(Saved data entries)

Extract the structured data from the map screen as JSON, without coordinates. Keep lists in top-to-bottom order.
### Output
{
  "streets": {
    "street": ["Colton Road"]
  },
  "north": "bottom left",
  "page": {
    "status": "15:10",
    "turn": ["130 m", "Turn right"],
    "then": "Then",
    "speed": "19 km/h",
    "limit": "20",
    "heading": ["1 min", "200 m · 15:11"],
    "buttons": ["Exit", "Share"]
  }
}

What to work on:
Look at the entries above. Then set all of them down again exactly.

Solution below:
Extract the structured data from the map screen as JSON, without coordinates. Keep lists in top-to-bottom order.
### Output
{
  "streets": {
    "street": ["Colton Road"]
  },
  "north": "bottom left",
  "page": {
    "status": "15:10",
    "turn": ["130 m", "Turn right"],
    "then": "Then",
    "speed": "19 km/h",
    "limit": "20",
    "heading": ["1 min", "200 m · 15:11"],
    "buttons": ["Exit", "Share"]
  }
}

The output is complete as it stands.